+++ INFORMATION SUPPLIED +++
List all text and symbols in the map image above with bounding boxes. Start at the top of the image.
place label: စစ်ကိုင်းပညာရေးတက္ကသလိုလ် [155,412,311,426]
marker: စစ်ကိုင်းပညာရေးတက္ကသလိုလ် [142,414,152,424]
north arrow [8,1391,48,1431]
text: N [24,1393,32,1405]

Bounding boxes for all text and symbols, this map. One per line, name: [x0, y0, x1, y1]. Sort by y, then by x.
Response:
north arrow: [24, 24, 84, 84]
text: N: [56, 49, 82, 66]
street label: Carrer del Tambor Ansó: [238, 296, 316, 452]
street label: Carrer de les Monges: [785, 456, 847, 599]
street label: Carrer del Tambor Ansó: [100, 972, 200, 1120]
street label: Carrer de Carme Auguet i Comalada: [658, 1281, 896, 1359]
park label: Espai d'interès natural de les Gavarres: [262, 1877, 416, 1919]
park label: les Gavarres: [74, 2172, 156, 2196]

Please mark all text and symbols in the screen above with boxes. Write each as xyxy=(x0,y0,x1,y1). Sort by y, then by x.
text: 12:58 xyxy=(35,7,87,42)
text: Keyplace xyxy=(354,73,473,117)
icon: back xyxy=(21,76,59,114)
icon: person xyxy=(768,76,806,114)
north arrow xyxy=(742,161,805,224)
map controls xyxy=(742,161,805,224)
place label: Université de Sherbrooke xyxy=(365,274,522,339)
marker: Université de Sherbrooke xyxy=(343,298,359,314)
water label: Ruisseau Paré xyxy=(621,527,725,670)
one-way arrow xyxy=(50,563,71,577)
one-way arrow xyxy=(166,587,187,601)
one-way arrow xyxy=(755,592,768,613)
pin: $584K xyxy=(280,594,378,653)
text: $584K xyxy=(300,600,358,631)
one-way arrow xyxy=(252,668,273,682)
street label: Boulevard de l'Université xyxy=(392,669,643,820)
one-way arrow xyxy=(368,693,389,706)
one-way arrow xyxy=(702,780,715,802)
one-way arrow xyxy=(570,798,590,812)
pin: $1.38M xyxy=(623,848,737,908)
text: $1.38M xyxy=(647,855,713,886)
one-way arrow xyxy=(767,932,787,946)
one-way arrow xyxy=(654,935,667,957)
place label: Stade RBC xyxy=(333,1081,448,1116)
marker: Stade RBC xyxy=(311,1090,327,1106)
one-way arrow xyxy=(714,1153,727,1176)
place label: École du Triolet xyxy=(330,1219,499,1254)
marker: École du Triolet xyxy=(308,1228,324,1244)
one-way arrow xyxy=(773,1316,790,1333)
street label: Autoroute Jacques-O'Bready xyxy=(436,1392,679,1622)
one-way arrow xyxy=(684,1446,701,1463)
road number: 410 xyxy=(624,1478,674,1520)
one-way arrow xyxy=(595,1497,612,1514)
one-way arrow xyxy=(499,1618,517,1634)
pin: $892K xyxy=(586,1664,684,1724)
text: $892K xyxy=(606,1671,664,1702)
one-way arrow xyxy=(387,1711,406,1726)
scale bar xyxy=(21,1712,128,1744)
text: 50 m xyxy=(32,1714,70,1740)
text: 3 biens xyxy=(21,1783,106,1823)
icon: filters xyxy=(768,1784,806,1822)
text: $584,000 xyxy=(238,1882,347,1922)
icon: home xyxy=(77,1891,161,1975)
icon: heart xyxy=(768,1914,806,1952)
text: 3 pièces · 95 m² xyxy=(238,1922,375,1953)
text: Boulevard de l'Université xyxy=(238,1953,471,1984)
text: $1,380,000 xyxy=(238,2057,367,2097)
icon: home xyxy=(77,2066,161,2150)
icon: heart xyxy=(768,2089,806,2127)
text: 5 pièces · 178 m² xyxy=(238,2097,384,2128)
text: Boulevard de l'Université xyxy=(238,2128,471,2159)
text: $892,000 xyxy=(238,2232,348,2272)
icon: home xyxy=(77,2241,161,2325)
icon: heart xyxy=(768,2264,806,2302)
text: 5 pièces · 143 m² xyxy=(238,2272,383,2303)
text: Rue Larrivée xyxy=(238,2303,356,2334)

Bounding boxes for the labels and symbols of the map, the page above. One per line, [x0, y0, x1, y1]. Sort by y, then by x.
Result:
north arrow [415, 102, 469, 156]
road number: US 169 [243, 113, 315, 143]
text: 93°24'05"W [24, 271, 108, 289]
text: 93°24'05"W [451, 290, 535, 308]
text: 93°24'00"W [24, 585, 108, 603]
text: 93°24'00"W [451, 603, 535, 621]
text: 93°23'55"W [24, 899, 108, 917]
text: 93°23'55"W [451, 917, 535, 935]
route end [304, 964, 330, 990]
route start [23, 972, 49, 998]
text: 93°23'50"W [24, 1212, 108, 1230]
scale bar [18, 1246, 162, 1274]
+++
If a line in the listing holds the word "north", copy it out.

north arrow [8,1391,48,1431]
north arrow: [24, 24, 84, 84]
north arrow xyxy=(742,161,805,224)
north arrow [415, 102, 469, 156]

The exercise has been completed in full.